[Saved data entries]
---

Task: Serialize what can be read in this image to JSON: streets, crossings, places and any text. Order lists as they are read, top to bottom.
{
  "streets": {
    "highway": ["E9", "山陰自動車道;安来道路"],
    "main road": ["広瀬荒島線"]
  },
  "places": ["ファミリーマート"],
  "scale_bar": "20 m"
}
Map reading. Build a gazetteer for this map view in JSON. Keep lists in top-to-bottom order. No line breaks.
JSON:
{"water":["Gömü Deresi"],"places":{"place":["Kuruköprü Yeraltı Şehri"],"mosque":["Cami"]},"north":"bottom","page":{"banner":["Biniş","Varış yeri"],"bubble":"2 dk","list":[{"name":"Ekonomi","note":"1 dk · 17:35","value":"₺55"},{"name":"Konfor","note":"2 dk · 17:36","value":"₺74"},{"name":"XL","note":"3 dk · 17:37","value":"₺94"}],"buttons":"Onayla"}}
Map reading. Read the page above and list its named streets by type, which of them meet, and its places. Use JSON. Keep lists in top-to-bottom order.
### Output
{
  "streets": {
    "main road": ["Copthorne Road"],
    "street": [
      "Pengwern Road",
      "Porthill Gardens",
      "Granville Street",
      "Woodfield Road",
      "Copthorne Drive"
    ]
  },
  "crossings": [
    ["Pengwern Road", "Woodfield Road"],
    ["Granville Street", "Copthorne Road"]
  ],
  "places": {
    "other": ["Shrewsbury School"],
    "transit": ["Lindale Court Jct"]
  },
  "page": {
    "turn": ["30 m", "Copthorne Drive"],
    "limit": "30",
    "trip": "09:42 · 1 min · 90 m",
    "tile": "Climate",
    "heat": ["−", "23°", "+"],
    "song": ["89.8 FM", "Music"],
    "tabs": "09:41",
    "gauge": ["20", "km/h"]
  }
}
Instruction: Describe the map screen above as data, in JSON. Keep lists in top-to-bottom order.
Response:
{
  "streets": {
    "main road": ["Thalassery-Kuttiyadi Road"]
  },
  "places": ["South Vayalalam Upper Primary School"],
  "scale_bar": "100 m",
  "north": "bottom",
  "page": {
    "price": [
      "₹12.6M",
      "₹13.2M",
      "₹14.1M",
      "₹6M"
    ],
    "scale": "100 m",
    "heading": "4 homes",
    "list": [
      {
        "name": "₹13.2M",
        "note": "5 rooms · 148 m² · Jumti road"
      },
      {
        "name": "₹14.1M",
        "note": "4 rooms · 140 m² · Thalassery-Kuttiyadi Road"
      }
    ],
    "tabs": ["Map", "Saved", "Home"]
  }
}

---

WHAT TO PRODUCE:
Could you transcribe each entry exactly as it stands?

ANSWER FOR THIS EXERCISE:
Task: Serialize what can be read in this image to JSON: streets, crossings, places and any text. Order lists as they are read, top to bottom.
{
  "streets": {
    "highway": ["E9", "山陰自動車道;安来道路"],
    "main road": ["広瀬荒島線"]
  },
  "places": ["ファミリーマート"],
  "scale_bar": "20 m"
}
Map reading. Build a gazetteer for this map view in JSON. Keep lists in top-to-bottom order. No line breaks.
JSON:
{"water":["Gömü Deresi"],"places":{"place":["Kuruköprü Yeraltı Şehri"],"mosque":["Cami"]},"north":"bottom","page":{"banner":["Biniş","Varış yeri"],"bubble":"2 dk","list":[{"name":"Ekonomi","note":"1 dk · 17:35","value":"₺55"},{"name":"Konfor","note":"2 dk · 17:36","value":"₺74"},{"name":"XL","note":"3 dk · 17:37","value":"₺94"}],"buttons":"Onayla"}}
Map reading. Read the page above and list its named streets by type, which of them meet, and its places. Use JSON. Keep lists in top-to-bottom order.
### Output
{
  "streets": {
    "main road": ["Copthorne Road"],
    "street": [
      "Pengwern Road",
      "Porthill Gardens",
      "Granville Street",
      "Woodfield Road",
      "Copthorne Drive"
    ]
  },
  "crossings": [
    ["Pengwern Road", "Woodfield Road"],
    ["Granville Street", "Copthorne Road"]
  ],
  "places": {
    "other": ["Shrewsbury School"],
    "transit": ["Lindale Court Jct"]
  },
  "page": {
    "turn": ["30 m", "Copthorne Drive"],
    "limit": "30",
    "trip": "09:42 · 1 min · 90 m",
    "tile": "Climate",
    "heat": ["−", "23°", "+"],
    "song": ["89.8 FM", "Music"],
    "tabs": "09:41",
    "gauge": ["20", "km/h"]
  }
}
Instruction: Describe the map screen above as data, in JSON. Keep lists in top-to-bottom order.
Response:
{
  "streets": {
    "main road": ["Thalassery-Kuttiyadi Road"]
  },
  "places": ["South Vayalalam Upper Primary School"],
  "scale_bar": "100 m",
  "north": "bottom",
  "page": {
    "price": [
      "₹12.6M",
      "₹13.2M",
      "₹14.1M",
      "₹6M"
    ],
    "scale": "100 m",
    "heading": "4 homes",
    "list": [
      {
        "name": "₹13.2M",
        "note": "5 rooms · 148 m² · Jumti road"
      },
      {
        "name": "₹14.1M",
        "note": "4 rooms · 140 m² · Thalassery-Kuttiyadi Road"
      }
    ],
    "tabs": ["Map", "Saved", "Home"]
  }
}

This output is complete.